Create a 9-second long audio clip of the background noise, the unknown word, and the known command.

fs = 16e3;
audioPlay = audioread("playCommand.flac");
audioStop = audioread("stopCommand.flac");
audioBackground = 0.02*pinknoise(fs);
audioIn = repmat([audioBackground;audioPlay;audioStop],3,1);

Specify the classification rate in hertz. The classification rate is the number of classifications per second. Every classification requires 1 second of audio data.

classificationRate = 20; % Hz

Specify the time window for decisions. Decisions are made by considering all individual classifications in a decision time window.

decisionTimeWindow = 1.5; % seconds

Specify thresholds for the decision logic. The frameAgreementThreshold is the percent of frames within a decisionTimeWindow that must agree to recognize a word. The probabilityThreshold is the threshold that at least one of the classification probabilities in the decisionTimeWindow must pass.

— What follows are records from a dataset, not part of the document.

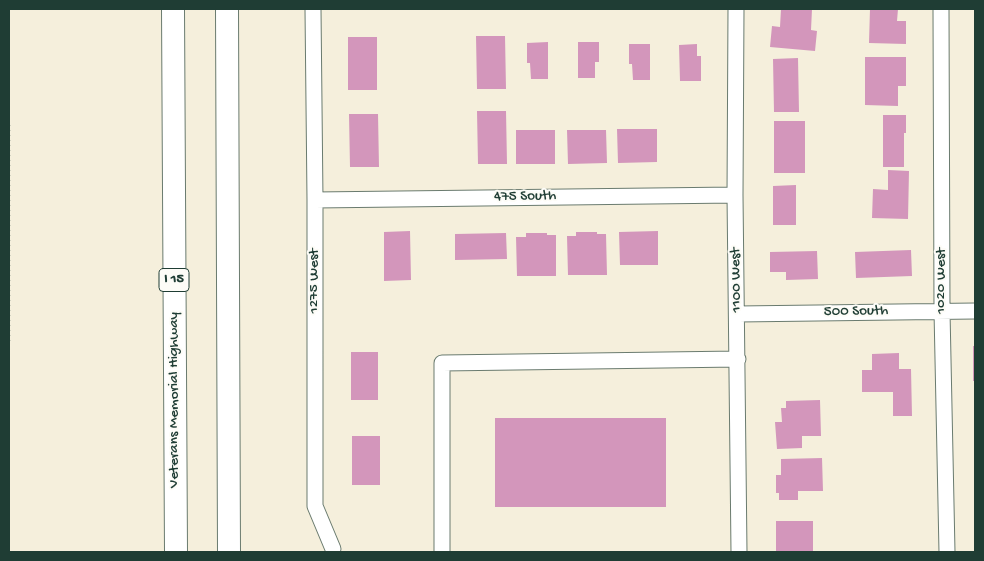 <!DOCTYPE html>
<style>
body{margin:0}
#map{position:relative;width:984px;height:561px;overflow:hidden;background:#f5efdc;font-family:"Gochi Hand",sans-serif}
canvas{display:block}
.frame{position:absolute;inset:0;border:10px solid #1f3d34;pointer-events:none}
</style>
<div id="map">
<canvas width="984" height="561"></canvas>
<div class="frame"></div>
</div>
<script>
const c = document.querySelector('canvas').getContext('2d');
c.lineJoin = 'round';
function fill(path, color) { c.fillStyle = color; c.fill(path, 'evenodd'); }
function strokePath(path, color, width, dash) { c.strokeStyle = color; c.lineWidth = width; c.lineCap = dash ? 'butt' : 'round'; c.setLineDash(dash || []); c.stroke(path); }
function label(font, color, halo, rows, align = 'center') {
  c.font = font + ' "Gochi Hand",sans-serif'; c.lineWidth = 4; c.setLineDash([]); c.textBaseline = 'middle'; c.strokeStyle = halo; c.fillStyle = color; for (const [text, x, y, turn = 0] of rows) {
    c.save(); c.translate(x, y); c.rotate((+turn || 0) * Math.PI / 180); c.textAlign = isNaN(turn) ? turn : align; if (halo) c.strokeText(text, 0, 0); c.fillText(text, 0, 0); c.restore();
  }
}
fill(new Path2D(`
 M781,9H812L811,30L817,31L815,51L770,47L772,26L780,27Z
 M870,9H898L897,21H906V44L869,43Z
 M476,36H505L506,89H477Z
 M348,37H377V90H348Z
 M548,42V79H531L530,63H527V43Z
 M578,42H599V62H595V78H578Z
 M629,44H650V80H633L632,64H629Z
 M697,44V56H701V81H680L679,45Z
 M865,57H906V86H898V106L865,105Z
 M798,58L799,112H774L773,59Z
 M477,111H506L507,164H478Z
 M349,114H378L379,167H350Z
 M883,115H906V133H904V167H883Z
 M774,121H805V173H774Z
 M617,129H657V162L618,163Z
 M516,130H555V164H516Z
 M567,130H606L607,163L568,164Z
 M888,170L909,171L908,219L872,218L873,189L888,190Z
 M796,185V225H773V186Z
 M410,231L411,280L384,281V232Z
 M658,231V265H620L619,232Z
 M576,232H597V234H606L607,275H568L567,236H576Z
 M506,233L507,259L455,260V234Z
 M526,233H547V235H556V276H517L516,237H526Z
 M911,250L912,276L856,278L855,252Z
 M817,251L818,279L786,280V272H770V252Z
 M973,346H975V381H973Z
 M351,352H378V400H351Z
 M899,353V369H911L912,416H893V392H862V370H872V354Z
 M820,400L821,436H802V448L777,449L775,422H782L781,408H786V401Z
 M495,418H666V507H495Z
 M352,436H380V485H352Z
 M822,458L823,491H798V500H779V493H776V475H781V459Z
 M776,521H813V552H776Z`), '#d396bb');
const minor = new Path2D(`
 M313,9L315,200V506L333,549
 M736,9L735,195L739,552
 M941,9L942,311L947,552
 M315,200L735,195
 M738,314L975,311
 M442,552V363L738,359`);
const highway = new Path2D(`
 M173,9L176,552
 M227,9L229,552`);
strokePath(minor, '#6a7b6f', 17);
strokePath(highway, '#6a7b6f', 24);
strokePath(new Path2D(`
 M9,125V344`), '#6a7b6f', 2.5, [1, 4]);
strokePath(minor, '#fff', 15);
strokePath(highway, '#fff', 22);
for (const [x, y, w] of [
 [174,280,30]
]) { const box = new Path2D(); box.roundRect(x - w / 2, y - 11.5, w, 23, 4); c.fillStyle = '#fdfcf7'; c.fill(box); strokePath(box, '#1f3d34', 1); }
label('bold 14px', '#1f3d34', null, [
 ["I 15",174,280]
]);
label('15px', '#1f3d34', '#fdfcf7', [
 ["475 South",525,197,-1],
 ["1100 West",737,280,-91],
 ["1275 West",315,281,-90],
 ["1020 West",942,281,-90],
 ["500 South",856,312,-1],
 ["Veterans Memorial Highway",175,400,-90]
]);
</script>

frameAgreementThreshold = 50; % percent
probabilityThreshold = 0.7;

Use the supporting function, detectCommands, to simulate streaming command detection. The function uses your default audio device to play the streaming audio.

detectCommands( ...
    Input=audioIn, ...
    SampleRate=fs, ...
    Network=trainedNet, ...
    ClassificationRate=classificationRate, ...
    DecisionTimeWindow=decisionTimeWindow, ...
    FrameAgreementThreshold=frameAgreementThreshold, ...
    ProbabilityThreshold=probabilityThreshold);

Detect Commands from Microphone Input

You can test the model by performing speech command recognition on data input from your microphone. In this case, audio is read from your default audio input device. The TimeLimit parameter controls the duration of the audio recording. You can end the recording early by closing the scopes.

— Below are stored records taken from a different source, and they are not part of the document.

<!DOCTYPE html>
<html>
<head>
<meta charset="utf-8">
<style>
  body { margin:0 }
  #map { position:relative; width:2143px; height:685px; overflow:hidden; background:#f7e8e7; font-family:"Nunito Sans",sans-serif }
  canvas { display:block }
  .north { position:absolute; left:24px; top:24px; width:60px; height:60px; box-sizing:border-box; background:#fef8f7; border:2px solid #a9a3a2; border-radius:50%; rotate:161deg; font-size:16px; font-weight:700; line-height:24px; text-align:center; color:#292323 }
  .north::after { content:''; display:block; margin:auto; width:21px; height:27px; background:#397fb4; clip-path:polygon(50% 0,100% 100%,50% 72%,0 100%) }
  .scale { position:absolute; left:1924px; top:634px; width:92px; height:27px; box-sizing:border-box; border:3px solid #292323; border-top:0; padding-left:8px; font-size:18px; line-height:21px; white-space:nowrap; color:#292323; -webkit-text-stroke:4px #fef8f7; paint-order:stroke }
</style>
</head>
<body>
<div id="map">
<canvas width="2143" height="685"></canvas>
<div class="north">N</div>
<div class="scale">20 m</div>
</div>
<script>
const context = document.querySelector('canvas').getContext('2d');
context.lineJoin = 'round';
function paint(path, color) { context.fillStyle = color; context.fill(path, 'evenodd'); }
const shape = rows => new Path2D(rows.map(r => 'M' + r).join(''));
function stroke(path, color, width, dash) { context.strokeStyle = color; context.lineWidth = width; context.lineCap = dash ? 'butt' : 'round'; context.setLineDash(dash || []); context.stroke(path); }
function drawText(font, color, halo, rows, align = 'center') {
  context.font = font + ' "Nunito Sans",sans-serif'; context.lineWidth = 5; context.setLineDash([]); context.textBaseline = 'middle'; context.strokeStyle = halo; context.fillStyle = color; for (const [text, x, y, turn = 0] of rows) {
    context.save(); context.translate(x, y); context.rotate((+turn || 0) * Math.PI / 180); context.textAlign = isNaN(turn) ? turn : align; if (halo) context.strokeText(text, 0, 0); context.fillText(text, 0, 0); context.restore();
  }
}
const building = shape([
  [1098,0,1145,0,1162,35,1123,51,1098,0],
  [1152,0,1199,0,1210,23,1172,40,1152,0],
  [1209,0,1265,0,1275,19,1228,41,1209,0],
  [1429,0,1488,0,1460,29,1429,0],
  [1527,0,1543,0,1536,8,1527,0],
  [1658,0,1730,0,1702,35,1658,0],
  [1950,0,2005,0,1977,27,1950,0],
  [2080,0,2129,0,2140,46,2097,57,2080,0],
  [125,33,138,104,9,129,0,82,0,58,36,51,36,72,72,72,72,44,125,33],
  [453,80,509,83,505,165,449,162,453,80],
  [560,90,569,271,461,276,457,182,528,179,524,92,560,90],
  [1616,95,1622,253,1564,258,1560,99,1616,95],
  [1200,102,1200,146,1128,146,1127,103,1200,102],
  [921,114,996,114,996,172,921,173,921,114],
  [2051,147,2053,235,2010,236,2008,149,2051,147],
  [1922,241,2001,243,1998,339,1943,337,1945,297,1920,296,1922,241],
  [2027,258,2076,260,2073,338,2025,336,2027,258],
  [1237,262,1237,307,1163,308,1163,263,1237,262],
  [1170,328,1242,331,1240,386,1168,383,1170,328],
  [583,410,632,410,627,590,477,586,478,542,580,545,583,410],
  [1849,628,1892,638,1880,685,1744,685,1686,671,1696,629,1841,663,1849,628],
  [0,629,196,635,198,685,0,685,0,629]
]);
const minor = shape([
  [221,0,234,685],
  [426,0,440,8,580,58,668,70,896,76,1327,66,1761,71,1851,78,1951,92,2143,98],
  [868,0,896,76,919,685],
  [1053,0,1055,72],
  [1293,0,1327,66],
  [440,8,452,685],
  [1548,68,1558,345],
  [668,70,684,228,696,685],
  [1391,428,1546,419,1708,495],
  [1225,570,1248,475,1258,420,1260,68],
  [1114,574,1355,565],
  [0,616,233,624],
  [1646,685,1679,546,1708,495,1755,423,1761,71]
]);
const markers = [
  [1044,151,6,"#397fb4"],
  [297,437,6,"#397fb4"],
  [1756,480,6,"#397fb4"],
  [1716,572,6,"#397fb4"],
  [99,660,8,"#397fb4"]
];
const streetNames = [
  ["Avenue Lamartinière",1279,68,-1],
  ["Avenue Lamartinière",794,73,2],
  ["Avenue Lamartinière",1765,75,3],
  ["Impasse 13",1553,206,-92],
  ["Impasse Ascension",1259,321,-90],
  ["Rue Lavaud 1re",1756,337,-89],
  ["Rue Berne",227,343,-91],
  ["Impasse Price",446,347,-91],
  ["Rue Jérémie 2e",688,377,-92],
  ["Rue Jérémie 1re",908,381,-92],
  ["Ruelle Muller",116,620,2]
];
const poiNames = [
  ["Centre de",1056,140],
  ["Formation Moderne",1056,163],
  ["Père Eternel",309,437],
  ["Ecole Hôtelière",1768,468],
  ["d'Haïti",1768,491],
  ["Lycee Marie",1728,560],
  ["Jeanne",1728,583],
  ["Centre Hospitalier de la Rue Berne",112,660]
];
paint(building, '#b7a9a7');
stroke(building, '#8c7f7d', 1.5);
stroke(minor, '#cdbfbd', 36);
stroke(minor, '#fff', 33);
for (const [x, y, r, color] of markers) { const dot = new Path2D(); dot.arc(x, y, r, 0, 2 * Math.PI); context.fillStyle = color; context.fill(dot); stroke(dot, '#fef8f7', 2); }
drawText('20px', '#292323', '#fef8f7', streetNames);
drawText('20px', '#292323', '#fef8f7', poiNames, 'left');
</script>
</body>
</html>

The network is trained to recognize the following speech commands: yes, no, up, down, left, right, on, off, stop, and go, and to otherwise classify audio as an unknown word or as background noise.

detectCommands( ...
    SampleRate=fs, ...
    Network=trainedNet, ...
    ClassificationRate=20, ...
    DecisionTimeWindow=1.5, ...
    FrameAgreementThreshold=50, ...
    ProbabilityThreshold=0.7, ...
    TimeLimit=10);

Supporting Functions

Extract Auditory Spectrogram

function features = extractAuditorySpectrogram(x,fs)
%extractAuditorySpectrogram Compute auditory spectrogram
%
% features = extractAuditorySpectrogram(x,fs) computes an auditory (Bark)
% spectrogram in the same way as done in the Train Speech Command
% Recognition Model Using Deep Learning example. Specify the audio input,
% x, as a mono audio signal with a 1 second duration.

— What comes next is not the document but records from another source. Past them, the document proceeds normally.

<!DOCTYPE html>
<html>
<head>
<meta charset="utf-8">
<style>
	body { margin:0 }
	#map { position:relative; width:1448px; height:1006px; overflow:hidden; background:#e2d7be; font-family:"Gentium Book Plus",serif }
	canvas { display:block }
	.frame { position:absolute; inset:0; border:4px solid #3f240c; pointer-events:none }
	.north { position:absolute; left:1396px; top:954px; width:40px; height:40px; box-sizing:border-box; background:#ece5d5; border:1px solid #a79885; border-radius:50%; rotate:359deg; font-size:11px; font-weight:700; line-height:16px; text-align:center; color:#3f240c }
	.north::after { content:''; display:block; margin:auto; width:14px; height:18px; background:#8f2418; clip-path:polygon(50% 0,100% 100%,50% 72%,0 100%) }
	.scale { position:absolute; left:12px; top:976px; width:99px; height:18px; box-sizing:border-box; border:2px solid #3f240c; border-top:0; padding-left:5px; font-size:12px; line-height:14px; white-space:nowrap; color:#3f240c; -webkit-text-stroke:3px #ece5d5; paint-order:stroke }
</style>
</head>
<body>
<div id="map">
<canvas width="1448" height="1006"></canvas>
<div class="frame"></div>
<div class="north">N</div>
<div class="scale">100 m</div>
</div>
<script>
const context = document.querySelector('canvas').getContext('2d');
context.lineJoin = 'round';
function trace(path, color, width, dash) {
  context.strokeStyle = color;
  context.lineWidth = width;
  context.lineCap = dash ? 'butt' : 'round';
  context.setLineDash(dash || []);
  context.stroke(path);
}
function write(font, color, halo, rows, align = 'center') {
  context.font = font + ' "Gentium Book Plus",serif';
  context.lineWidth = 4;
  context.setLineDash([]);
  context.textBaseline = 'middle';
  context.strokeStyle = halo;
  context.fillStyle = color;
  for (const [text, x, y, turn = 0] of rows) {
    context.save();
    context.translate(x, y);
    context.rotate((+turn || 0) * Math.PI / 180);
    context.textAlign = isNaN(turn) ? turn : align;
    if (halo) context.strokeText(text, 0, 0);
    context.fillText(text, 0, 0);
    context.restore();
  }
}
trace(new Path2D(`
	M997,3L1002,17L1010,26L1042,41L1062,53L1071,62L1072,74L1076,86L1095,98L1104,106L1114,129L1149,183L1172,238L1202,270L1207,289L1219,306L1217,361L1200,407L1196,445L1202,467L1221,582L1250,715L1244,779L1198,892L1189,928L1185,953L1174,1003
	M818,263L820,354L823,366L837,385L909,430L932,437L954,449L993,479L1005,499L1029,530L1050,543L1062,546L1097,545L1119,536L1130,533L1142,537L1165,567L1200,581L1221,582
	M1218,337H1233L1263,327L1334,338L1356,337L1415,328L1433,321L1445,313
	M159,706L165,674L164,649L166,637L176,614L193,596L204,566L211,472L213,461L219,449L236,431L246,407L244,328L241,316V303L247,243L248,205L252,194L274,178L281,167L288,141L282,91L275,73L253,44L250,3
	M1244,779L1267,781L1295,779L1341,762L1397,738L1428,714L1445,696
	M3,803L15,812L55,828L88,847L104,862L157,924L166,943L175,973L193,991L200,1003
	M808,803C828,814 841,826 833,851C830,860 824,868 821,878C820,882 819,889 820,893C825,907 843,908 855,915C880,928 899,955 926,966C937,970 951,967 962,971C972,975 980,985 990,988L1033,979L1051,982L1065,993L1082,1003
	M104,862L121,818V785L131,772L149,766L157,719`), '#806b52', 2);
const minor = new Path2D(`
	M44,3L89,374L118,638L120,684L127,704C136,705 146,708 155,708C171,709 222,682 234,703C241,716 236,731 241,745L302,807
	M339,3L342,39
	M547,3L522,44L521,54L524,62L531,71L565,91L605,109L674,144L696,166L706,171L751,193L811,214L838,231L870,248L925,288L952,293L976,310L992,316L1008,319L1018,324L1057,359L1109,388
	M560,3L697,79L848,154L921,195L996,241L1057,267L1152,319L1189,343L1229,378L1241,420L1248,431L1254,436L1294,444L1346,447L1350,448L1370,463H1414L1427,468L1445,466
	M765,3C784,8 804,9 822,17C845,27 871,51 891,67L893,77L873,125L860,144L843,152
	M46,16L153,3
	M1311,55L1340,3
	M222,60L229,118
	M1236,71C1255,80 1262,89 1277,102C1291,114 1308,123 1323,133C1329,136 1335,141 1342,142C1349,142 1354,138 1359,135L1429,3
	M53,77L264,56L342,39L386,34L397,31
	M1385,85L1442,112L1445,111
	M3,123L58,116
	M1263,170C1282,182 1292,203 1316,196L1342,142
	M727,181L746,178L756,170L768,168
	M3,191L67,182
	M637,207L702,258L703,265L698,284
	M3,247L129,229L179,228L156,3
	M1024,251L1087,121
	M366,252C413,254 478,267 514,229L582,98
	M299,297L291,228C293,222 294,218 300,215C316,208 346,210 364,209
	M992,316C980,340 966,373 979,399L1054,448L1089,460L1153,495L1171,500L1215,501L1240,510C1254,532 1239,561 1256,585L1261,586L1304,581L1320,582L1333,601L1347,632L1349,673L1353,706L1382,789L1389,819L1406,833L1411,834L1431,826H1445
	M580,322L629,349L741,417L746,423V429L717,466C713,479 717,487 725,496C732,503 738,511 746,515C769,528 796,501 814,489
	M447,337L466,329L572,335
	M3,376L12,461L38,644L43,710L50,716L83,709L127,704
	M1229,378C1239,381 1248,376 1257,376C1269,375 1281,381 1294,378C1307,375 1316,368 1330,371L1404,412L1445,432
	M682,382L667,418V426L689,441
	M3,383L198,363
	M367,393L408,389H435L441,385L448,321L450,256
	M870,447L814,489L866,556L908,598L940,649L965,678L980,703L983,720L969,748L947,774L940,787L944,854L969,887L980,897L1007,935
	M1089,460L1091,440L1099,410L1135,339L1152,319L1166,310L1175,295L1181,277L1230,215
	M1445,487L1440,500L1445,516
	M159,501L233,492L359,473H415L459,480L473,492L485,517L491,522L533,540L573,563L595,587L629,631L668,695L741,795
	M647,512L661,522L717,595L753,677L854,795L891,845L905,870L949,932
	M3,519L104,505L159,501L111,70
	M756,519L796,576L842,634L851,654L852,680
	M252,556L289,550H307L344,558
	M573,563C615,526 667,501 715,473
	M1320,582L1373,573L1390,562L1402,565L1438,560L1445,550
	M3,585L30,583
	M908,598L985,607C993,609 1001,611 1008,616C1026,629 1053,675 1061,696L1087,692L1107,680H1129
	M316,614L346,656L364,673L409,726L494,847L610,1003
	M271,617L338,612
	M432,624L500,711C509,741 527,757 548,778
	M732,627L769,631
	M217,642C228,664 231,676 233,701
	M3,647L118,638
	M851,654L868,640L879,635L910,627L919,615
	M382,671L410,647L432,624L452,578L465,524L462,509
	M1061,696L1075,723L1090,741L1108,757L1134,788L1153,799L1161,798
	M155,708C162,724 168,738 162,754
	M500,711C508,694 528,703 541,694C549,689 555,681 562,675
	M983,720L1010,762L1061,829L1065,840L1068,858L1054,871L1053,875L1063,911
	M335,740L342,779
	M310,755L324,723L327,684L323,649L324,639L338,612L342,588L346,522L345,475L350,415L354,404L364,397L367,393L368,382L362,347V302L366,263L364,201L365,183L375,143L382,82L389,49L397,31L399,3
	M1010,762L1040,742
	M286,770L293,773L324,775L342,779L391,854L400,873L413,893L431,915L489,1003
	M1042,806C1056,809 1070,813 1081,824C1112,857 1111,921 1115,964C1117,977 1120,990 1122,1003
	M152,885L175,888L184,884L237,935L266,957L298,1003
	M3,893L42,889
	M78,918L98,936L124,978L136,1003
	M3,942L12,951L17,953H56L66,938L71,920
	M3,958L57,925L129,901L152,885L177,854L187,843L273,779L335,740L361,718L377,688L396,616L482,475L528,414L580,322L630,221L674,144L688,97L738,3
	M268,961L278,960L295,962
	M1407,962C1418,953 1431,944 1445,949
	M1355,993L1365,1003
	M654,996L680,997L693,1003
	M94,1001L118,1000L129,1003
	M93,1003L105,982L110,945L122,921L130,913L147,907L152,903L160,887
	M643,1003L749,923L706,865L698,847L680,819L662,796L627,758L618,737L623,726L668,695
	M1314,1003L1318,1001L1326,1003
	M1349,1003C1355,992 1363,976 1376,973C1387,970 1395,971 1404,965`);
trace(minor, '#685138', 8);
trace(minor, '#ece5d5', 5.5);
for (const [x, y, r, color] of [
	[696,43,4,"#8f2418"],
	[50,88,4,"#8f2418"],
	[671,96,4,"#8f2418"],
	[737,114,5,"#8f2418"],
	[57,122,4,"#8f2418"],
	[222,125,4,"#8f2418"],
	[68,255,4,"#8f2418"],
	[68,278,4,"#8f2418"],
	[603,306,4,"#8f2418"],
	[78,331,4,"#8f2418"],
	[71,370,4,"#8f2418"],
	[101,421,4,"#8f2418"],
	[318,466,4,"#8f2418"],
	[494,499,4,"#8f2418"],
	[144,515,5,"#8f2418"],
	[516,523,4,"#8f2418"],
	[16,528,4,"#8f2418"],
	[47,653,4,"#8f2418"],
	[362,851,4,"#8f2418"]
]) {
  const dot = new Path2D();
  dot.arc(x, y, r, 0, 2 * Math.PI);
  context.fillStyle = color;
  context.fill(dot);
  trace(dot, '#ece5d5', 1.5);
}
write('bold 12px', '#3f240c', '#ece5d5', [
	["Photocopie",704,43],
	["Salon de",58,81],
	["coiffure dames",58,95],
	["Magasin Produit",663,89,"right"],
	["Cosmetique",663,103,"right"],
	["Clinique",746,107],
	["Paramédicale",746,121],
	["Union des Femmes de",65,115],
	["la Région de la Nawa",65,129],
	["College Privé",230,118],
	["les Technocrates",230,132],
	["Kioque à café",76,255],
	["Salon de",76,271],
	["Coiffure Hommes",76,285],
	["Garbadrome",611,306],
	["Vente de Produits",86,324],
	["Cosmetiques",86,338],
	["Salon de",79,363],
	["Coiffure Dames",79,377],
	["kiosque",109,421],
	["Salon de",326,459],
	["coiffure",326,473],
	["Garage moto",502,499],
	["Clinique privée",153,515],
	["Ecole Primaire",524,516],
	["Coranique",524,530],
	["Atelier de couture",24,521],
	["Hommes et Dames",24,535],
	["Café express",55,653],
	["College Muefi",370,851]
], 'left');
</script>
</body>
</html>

% Design audioFeatureExtractor object
persistent afe segmentSamples
if isempty(afe)
    designFs = 16e3;
    segmentDuration = 1;
    frameDuration = 0.025;
    hopDuration = 0.01;

    numBands = 50;
    FFTLength = 512;

    segmentSamples = round(segmentDuration*designFs);
    frameSamples = round(frameDuration*designFs);
    hopSamples = round(hopDuration*designFs);
    overlapSamples = frameSamples - hopSamples;

    afe = audioFeatureExtractor( ...
        SampleRate=designFs, ...
        FFTLength=FFTLength, ...
        Window=hann(frameSamples,"periodic"), ...
        OverlapLength=overlapSamples, ...
        barkSpectrum=true);
    setExtractorParams(afe,"barkSpectrum",NumBands=numBands,WindowNormalization=false);
end

% Resample to 16 kHz if necessary
if double(fs)~=16e3
    x = cast(resample(double(x),16e3,double(fs)),like=x);
end

% Ensure the input is equal to 1 second of data at 16 kHz.
x = trimOrPad(x,segmentSamples);

% Extract features
features = extract(afe,x);

% Apply logarithm
features = log10(features + 1e-6);

end

Visualize Classification Pipeline

function visualizeClassificationPipeline(audioData,trainedNet)
%visualizeClassificationPipeline Visualize classification pipeline
%
% visualizeClassificationPipeline(audioData,trainedNet) creates a tiled
% layout of the audio data, the extracted auditory spectrogram, and a word
% cloud indicating the relative prediction probability of each class.

% Unpack audio data
audio = audioData{1};
fs = audioData{2};
label = audioData{3};

% Create tiled layout
tiledlayout(3,1)

% Plot audio signal in first tile
nexttile
plotAudio(audio,fs)
title("Known Class = "+label)

% Plot auditory spectrogram in second tile
nexttile
auditorySpectrogram = extractAuditorySpectrogram(audio,fs);
plotAuditorySpectrogram(auditorySpectrogram)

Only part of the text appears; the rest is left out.